Material shown:

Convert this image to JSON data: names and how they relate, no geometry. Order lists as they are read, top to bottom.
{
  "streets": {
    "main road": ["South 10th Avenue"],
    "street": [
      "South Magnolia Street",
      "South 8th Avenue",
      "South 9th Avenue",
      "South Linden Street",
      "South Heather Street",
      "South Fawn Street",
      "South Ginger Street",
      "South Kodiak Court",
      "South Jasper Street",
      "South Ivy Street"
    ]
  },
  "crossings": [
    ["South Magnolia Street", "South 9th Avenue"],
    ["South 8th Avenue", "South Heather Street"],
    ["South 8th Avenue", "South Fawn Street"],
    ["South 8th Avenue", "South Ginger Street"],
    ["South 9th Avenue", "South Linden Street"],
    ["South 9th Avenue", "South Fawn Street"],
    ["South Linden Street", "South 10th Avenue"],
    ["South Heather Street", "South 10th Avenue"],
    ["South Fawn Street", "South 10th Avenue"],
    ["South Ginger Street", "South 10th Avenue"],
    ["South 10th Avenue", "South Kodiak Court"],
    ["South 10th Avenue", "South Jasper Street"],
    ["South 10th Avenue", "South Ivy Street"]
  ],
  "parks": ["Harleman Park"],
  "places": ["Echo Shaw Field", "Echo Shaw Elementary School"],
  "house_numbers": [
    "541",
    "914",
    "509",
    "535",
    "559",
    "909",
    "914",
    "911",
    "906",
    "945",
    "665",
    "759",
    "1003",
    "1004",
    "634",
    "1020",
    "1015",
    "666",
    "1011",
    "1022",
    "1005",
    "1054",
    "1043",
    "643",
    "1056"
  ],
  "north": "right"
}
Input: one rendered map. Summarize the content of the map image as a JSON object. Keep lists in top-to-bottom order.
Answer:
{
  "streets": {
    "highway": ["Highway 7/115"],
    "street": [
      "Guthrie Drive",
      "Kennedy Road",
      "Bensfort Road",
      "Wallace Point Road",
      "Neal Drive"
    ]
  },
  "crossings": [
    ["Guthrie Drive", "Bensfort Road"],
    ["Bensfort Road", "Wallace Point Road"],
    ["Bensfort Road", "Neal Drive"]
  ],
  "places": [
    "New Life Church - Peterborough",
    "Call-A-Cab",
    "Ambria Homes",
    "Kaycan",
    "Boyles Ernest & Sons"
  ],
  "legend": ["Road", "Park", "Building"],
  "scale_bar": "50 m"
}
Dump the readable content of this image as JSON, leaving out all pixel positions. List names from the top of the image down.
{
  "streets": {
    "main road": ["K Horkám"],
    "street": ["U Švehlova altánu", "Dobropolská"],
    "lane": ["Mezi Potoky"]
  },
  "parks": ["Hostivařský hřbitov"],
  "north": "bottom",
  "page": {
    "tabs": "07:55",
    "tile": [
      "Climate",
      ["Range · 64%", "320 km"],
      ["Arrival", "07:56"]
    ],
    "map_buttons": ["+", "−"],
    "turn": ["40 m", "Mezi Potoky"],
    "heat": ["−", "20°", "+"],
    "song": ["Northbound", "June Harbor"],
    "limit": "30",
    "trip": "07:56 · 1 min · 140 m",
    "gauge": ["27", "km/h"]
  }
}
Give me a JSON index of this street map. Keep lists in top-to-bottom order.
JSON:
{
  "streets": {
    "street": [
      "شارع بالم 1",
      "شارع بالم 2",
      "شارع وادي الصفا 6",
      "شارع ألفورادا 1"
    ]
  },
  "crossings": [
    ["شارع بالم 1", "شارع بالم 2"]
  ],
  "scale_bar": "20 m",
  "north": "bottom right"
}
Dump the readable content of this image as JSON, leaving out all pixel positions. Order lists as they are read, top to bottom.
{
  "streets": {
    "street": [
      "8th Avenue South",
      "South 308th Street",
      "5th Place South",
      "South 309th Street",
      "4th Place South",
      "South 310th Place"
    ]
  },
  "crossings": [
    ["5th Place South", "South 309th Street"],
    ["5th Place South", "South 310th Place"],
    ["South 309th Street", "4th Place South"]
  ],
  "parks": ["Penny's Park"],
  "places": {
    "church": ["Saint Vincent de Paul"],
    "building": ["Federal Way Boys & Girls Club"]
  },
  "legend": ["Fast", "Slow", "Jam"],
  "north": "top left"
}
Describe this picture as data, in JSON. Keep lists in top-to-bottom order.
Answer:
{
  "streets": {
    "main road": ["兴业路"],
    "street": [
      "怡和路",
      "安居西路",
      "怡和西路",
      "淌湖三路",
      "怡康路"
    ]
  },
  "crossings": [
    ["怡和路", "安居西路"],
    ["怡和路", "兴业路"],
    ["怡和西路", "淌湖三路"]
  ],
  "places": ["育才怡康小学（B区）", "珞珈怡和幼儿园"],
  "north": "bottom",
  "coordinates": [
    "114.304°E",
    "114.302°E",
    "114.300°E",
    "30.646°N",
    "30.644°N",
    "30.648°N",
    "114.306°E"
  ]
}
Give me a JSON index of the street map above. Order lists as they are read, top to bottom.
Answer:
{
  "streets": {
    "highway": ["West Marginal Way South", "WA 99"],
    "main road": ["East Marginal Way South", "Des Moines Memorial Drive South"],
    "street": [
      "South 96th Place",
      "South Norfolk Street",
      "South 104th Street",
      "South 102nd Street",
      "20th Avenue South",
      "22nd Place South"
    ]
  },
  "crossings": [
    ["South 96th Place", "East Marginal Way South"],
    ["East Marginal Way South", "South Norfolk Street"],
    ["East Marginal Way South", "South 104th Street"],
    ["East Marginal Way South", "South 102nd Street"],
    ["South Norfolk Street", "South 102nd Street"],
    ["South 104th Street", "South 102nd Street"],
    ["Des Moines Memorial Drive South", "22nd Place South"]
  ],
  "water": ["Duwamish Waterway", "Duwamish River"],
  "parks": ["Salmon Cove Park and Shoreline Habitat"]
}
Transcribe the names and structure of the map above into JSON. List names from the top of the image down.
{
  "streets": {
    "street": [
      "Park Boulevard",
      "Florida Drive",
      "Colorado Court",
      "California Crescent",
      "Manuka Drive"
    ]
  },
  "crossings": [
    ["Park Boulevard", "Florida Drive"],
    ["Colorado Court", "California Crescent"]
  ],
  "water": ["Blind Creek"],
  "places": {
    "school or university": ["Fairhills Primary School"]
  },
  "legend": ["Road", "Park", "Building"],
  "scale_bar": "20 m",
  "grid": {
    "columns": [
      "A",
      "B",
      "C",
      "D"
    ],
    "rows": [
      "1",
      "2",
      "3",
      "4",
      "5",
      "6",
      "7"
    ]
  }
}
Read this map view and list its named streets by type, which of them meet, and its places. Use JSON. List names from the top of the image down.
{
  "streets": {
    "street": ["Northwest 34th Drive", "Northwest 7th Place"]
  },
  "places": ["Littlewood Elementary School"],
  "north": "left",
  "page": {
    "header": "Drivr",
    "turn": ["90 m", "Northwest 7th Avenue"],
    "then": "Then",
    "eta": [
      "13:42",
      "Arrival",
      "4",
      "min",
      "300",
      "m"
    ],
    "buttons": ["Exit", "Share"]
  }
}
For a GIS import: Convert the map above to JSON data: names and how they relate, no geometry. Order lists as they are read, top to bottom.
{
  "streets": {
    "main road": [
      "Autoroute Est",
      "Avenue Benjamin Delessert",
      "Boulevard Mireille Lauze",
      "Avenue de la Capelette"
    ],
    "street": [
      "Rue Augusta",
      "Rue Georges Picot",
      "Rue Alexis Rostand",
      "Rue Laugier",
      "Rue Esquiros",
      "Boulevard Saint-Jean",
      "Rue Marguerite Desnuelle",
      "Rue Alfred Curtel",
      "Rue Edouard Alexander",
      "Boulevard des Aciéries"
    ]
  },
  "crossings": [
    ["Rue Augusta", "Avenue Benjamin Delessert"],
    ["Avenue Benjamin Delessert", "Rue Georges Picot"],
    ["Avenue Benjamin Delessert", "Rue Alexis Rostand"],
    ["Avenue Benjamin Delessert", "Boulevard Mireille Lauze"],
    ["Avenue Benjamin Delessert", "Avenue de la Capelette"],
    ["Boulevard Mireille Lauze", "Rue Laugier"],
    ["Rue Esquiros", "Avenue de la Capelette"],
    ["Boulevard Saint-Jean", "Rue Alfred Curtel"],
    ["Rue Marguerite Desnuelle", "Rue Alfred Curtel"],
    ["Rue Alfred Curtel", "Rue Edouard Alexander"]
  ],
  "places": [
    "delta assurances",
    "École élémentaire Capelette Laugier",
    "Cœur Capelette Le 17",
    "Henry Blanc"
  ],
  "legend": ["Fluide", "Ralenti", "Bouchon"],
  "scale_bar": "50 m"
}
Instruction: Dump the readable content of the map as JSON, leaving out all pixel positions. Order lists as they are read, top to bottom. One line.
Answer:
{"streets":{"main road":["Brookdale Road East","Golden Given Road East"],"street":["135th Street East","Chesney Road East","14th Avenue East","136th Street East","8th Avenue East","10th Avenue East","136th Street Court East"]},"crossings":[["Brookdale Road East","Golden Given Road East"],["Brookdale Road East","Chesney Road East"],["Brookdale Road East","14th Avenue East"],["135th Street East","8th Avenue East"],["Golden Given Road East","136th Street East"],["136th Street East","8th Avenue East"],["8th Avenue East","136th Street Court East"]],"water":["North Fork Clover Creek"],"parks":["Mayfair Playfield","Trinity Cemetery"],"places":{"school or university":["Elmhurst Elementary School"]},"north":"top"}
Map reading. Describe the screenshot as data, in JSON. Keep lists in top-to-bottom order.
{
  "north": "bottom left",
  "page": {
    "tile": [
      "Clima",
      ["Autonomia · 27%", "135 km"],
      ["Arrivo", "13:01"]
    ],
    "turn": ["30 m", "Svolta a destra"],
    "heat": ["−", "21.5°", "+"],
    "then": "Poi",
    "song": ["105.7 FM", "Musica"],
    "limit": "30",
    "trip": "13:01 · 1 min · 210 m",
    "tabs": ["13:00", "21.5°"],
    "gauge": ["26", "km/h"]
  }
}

The task:
Show every line in the records above that contains the word "index".

Answer space:
Give me a JSON index of this street map. Keep lists in top-to-bottom order.
Give me a JSON index of the street map above. Order lists as they are read, top to bottom.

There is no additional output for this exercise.